These are the items in the course notes headed homework 2b, homework 2c, etc. They are usually designed to take about two hours per week, thus 18 hours over the quarter – but sometimes they may be shorter, sometimes longer. Each week you post this homework on Moodle, also by 6 p.m. on the Saturday before the class. To post your homework, log onto Moodle and click and look for the appropriate homework assignment heading (e.g., “Homework 2a”). As the title of your posting, use your name. Don’t call it “Homework 2a” or the like, because that applies to everyone.) Post these homeworks as text not as an attachment.

(c) Participation in online discussion groups (4.5 hours)
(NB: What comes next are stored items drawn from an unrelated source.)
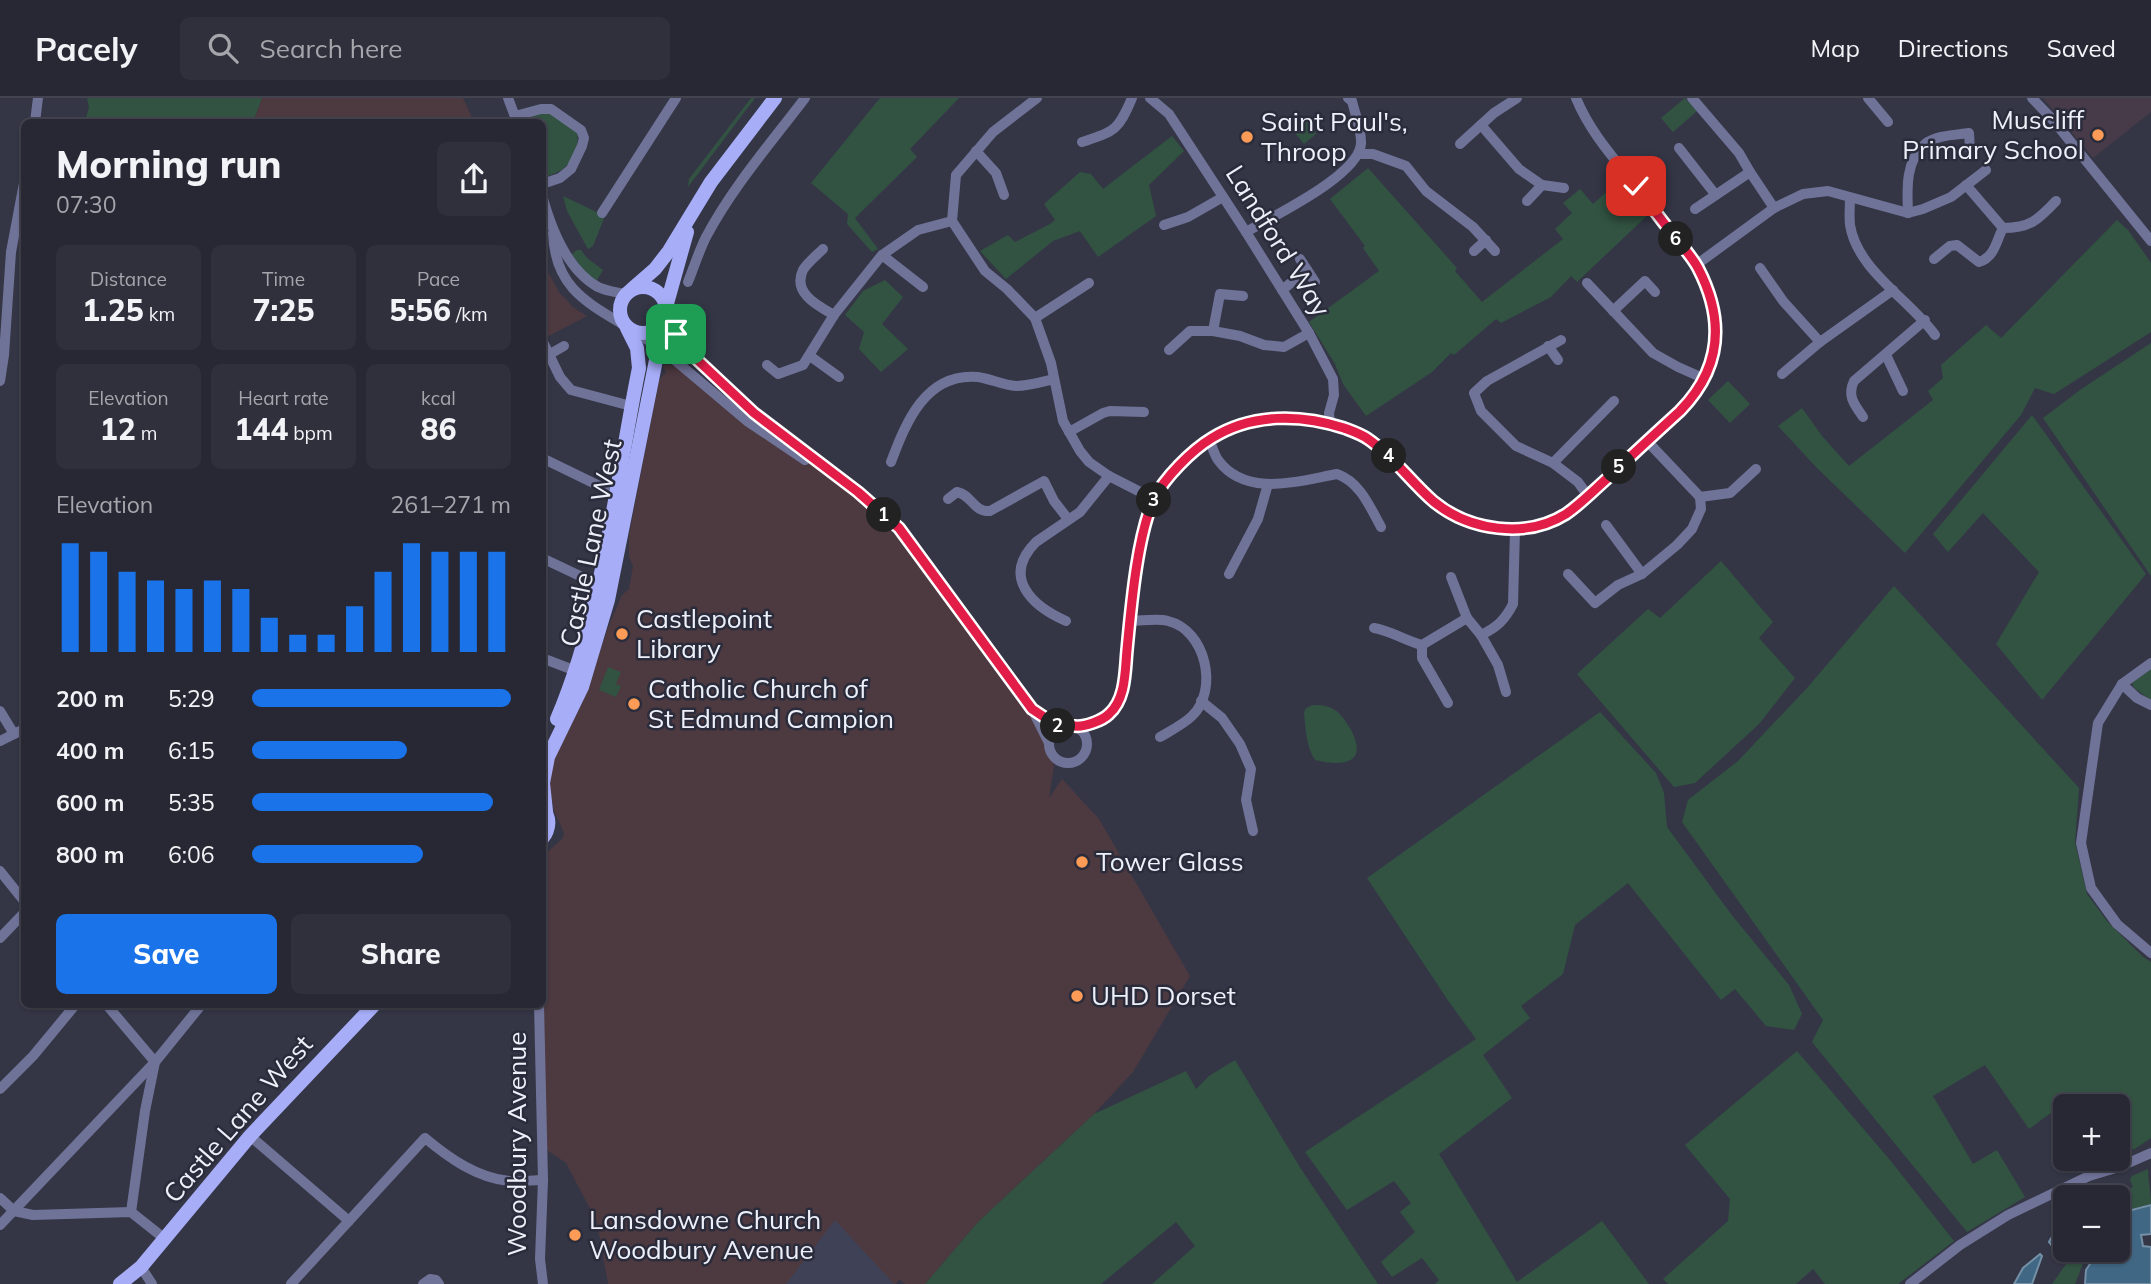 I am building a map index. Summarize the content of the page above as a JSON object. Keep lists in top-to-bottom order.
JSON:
{
  "streets": {
    "main road": ["Castle Lane West"],
    "street": ["Landford Way", "Woodbury Avenue"]
  },
  "places": [
    "Muscliff Primary School",
    "Saint Paul's, Throop",
    "Castlepoint Library",
    "Catholic Church of St Edmund Campion",
    "Tower Glass",
    "UHD Dorset",
    "Lansdowne Church Woodbury Avenue"
  ],
  "page": {
    "header": "Pacely",
    "search": "Search here",
    "nav": ["Map", "Directions", "Saved"],
    "heading": ["Morning run", "07:30"],
    "pins": [
      "6",
      "4",
      "5",
      "3",
      "1",
      "2"
    ],
    "stats": [
      ["Distance", "1.25 km"],
      ["Time", "7:25"],
      ["Pace", "5:56 /km"],
      ["Elevation", "12 m"],
      ["Heart rate", "144 bpm"],
      ["kcal", "86"]
    ],
    "chart": ["Elevation", "261–271 m"],
    "list": [
      {
        "name": "200 m",
        "note": "5:29"
      },
      {
        "name": "400 m",
        "note": "6:15"
      },
      {
        "name": "600 m",
        "note": "5:35"
      },
      {
        "name": "800 m",
        "note": "6:06"
      }
    ],
    "buttons": ["Save", "Share"],
    "map_buttons": ["+", "−"]
  }
} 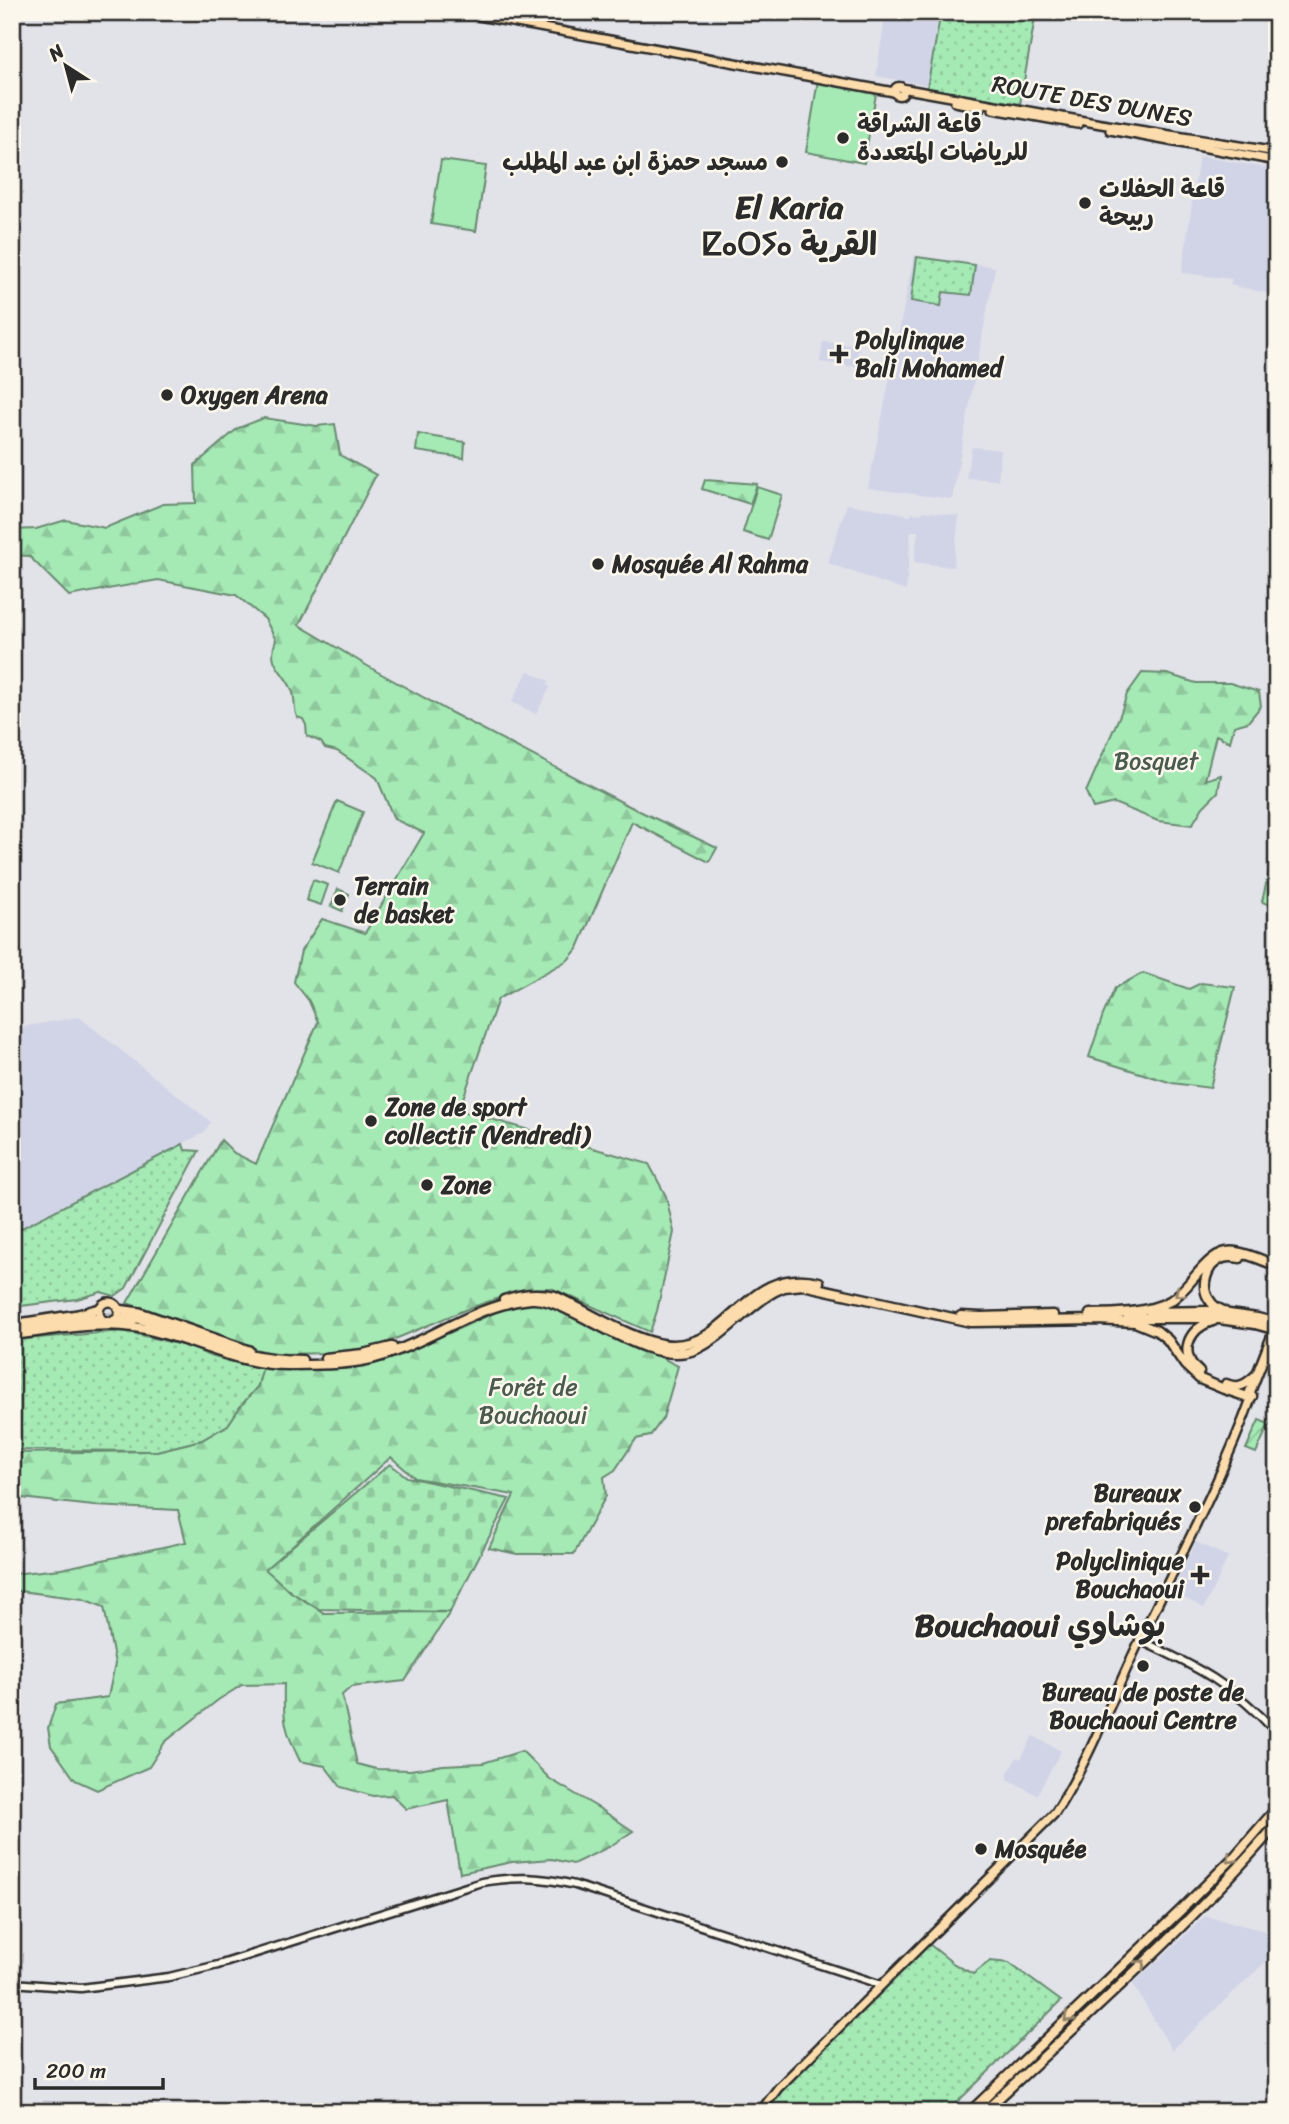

After 6 p.m. Saturday and before class you look through the homeworks posted on Moodle by the other people in your group (your group are the people whose homeworks you can see on Moodle) and make comments on most of them. Put your comments underneath the other person’s homework by clicking “reply” to their homework post. Spend 30 minutes doing this and write 75-125 words altogether. Some comments can be short (along the lines of “this is a good point” or “I don’t understand this” or “this is an interesting idea but what is the evidence?”). Some should be more substantial. It is fine to add to other people’s comments or respond to people’s comments on your homework, and all this would count towards your 75-125 words. You can be critical, but don’t be disrespectful or nasty; remember that written comments can come across more harshly than spoken comments.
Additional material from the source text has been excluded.